Atlantis was a great tool back in the day and still works well in most scenarios. The main issue with it is that it also takes on running the jobs (as in Terraform binary runs on the same VM it runs). Which makes it similar to Jenkins and other first-generation CI systems.

Companies that use Atlantis at scale (eg Lyft) felt the need to fork it and use a scalable compute backend instead, eg Temporal. At which point you've basically got a DIY in-house CI.

Our view is that it's best to keep matters separate. The CI part with compute, jobs, logs etc is a solved problem. What's unsolved for Terraform is state-aware logic when / how to run those jobs. It's all about the orchestrator really.

I think in my case (and almost everyone else's case) we'll never go Lyft-scale, but with about 100 AWS accounts (and a bunch of Cloudflare, On-Prem [Compute, Networking], GitHub and other providers) and 300 terraform environments we haven't had the problem you described yet.

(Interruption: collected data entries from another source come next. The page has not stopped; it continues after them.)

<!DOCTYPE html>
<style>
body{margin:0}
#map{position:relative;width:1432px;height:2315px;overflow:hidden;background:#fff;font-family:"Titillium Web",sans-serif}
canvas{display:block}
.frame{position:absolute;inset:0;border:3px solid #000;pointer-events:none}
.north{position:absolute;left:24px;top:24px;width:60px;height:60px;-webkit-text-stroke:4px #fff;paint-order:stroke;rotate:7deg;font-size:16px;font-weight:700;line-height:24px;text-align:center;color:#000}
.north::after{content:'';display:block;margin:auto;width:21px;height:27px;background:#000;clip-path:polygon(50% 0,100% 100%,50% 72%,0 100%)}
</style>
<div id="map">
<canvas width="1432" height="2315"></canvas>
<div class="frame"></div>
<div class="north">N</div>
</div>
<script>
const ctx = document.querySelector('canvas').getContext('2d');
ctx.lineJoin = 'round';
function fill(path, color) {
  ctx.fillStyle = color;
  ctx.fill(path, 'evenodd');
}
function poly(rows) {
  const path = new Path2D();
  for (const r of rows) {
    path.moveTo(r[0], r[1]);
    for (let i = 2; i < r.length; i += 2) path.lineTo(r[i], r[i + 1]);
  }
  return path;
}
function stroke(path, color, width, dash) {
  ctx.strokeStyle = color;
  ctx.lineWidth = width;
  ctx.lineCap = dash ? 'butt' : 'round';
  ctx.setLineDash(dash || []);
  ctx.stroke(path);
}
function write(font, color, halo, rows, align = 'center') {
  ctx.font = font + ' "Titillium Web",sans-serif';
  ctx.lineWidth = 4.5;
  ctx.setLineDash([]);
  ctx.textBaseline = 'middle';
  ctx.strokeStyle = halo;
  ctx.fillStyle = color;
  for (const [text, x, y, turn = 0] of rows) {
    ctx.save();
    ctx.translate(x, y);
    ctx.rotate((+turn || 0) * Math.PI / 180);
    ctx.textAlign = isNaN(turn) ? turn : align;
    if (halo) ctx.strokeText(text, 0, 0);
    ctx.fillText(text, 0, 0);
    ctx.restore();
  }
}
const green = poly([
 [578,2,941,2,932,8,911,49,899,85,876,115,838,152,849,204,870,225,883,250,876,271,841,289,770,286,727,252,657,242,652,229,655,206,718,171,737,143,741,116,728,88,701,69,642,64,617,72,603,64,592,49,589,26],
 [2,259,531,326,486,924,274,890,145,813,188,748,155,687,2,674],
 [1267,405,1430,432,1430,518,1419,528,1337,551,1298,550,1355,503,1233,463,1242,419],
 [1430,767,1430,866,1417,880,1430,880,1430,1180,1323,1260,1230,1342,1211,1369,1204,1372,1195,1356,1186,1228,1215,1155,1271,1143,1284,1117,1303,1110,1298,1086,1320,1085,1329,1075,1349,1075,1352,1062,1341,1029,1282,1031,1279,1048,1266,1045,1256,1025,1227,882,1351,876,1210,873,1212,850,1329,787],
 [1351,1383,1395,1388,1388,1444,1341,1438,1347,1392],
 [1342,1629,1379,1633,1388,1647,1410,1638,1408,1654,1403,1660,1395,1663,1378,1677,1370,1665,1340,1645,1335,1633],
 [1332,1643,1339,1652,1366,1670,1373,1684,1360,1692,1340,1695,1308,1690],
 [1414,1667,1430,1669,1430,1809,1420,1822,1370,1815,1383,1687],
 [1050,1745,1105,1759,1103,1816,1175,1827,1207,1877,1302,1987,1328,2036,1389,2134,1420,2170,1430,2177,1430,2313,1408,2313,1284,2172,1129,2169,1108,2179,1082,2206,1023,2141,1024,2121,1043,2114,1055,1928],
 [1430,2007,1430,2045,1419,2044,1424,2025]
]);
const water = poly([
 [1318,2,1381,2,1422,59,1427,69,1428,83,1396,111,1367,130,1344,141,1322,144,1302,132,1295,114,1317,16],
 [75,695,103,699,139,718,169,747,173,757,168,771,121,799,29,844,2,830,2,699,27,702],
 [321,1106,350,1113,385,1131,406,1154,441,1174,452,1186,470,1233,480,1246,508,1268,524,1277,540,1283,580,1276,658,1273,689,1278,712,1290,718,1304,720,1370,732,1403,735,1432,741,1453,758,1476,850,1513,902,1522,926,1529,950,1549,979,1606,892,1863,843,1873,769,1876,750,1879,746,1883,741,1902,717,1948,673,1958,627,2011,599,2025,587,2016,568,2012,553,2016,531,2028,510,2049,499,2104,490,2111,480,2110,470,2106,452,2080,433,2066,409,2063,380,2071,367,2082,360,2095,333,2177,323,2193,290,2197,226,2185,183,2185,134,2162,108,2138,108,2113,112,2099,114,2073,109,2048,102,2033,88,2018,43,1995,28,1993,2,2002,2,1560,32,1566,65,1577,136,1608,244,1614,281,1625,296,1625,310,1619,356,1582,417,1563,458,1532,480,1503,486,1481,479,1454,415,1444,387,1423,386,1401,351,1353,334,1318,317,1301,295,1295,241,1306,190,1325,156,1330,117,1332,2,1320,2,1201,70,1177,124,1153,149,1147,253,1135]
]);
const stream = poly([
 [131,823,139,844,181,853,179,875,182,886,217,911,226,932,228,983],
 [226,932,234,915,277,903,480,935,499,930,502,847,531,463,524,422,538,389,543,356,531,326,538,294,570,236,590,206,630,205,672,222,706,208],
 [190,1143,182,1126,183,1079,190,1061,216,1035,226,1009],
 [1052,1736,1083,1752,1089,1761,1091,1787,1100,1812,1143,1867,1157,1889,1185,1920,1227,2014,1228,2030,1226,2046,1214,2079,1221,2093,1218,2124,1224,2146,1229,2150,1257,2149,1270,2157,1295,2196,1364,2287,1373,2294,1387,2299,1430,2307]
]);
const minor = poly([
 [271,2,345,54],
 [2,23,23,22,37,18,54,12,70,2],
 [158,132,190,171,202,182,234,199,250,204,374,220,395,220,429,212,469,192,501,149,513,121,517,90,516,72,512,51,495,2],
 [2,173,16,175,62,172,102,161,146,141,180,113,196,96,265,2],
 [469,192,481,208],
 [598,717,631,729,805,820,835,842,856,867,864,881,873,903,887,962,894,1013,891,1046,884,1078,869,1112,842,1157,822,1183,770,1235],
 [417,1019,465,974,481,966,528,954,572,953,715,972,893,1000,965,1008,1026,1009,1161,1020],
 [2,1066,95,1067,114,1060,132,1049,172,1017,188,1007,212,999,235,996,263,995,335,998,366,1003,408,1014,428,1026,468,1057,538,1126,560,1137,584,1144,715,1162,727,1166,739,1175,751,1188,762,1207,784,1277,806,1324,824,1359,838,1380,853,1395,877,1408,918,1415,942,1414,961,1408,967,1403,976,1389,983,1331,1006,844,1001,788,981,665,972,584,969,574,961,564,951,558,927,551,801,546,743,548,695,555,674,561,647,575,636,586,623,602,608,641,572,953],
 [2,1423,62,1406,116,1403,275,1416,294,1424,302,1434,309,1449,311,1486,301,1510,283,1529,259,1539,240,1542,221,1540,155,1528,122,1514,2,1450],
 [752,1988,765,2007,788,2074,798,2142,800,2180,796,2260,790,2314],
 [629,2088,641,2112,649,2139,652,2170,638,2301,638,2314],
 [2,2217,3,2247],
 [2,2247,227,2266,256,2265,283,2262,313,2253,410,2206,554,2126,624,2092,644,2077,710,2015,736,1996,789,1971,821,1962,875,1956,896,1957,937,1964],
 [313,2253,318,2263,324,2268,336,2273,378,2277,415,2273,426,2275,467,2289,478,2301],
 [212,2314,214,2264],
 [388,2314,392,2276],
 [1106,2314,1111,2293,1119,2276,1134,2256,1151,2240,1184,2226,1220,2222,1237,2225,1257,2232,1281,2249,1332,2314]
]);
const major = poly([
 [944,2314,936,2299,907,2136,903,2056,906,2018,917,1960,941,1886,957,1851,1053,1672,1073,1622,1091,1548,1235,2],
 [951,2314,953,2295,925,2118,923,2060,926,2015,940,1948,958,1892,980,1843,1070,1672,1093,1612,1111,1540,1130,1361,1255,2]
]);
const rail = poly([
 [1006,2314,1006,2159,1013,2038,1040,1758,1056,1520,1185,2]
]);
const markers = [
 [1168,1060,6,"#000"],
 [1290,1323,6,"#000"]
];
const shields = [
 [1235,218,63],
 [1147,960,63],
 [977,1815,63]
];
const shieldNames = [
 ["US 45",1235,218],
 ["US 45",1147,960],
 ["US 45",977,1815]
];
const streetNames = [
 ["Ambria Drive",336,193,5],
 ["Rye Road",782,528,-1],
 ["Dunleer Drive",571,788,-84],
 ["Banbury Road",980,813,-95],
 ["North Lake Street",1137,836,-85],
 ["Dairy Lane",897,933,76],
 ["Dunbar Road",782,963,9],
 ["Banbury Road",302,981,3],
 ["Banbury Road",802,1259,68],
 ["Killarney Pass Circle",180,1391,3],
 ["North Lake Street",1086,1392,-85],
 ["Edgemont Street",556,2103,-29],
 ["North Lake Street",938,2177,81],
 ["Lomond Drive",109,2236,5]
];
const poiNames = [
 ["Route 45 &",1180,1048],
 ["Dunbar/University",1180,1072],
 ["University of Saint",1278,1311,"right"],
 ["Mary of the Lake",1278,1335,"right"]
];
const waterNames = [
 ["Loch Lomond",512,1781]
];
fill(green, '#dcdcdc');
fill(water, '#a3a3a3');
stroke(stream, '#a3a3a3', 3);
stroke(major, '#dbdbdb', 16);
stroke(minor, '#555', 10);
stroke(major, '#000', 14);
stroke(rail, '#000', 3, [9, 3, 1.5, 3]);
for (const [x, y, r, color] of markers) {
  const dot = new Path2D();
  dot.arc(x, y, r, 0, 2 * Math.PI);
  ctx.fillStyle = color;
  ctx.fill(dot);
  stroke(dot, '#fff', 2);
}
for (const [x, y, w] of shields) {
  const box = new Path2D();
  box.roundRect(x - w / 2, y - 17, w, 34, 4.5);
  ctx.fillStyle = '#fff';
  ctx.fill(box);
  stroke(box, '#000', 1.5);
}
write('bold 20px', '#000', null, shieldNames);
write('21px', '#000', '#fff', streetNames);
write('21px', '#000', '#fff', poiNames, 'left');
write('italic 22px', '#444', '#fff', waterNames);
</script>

To us, CI is about integration while Terraform is about reconciliation. Technically both could be categorised as 'jobs', but by that metric, a CD event is also just a job, and so is a migration for an RDBMS and adding and removing products from inventory. But we don't call them jobs, because their specialisation warrants specialised handling. To be fair, we aren't based in the US so perhaps it's more of a localised thing.